About this task: Where does the string "symbols" appear in the records? Copy each line that holds it.

Supplied data:
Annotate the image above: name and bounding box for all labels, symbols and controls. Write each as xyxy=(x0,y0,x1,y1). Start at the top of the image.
* * *
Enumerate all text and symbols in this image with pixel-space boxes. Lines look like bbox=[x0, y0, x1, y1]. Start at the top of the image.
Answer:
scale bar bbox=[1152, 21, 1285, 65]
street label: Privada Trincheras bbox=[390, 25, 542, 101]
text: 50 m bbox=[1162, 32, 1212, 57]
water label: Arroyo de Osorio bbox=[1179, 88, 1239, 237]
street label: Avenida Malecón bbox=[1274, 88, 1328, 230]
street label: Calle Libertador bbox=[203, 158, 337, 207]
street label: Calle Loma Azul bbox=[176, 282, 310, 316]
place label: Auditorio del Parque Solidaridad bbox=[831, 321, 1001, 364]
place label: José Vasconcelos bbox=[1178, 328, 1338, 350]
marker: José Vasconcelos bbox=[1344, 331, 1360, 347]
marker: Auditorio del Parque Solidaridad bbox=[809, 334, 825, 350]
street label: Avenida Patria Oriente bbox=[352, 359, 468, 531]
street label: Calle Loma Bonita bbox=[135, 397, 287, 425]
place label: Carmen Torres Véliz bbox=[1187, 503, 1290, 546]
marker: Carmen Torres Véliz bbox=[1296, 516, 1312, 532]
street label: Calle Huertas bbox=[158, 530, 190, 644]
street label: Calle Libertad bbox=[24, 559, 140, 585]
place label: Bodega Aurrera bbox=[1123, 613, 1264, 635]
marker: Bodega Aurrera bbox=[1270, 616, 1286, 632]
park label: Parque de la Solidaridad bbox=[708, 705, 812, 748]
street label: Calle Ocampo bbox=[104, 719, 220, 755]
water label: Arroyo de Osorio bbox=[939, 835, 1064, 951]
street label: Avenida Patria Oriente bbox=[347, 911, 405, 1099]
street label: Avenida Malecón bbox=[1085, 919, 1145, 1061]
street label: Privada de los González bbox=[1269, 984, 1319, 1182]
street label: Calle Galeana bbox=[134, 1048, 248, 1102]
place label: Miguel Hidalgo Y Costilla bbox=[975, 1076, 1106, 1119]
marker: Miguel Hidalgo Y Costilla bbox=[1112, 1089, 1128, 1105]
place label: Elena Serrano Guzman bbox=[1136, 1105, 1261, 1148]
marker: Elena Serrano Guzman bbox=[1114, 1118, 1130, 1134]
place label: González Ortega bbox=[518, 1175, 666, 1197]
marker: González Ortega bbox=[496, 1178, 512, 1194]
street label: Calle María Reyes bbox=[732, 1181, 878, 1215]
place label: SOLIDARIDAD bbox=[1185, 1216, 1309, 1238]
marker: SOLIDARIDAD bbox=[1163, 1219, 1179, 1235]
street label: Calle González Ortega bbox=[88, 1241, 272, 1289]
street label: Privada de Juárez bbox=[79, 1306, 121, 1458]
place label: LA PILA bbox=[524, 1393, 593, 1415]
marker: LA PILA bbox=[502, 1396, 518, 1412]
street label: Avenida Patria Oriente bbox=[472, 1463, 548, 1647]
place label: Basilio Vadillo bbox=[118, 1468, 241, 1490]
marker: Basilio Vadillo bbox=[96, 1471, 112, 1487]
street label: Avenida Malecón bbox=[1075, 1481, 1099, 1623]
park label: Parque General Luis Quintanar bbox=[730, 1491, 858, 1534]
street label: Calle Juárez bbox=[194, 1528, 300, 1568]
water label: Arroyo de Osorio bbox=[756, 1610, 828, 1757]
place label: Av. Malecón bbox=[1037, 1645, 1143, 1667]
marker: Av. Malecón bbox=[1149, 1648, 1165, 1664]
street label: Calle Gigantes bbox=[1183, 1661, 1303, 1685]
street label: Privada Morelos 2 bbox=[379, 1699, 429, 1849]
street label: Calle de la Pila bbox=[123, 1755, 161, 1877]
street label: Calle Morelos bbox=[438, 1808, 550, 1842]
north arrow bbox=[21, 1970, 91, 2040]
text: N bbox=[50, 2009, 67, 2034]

Exercise response:
Annotate the image above: name and bounding box for all labels, symbols and controls. Write each as xyxy=(x0,y0,x1,y1). Start at the top of the image.
Enumerate all text and symbols in this image with pixel-space boxes. Lines look like bbox=[x0, y0, x1, y1]. Start at the top of the image.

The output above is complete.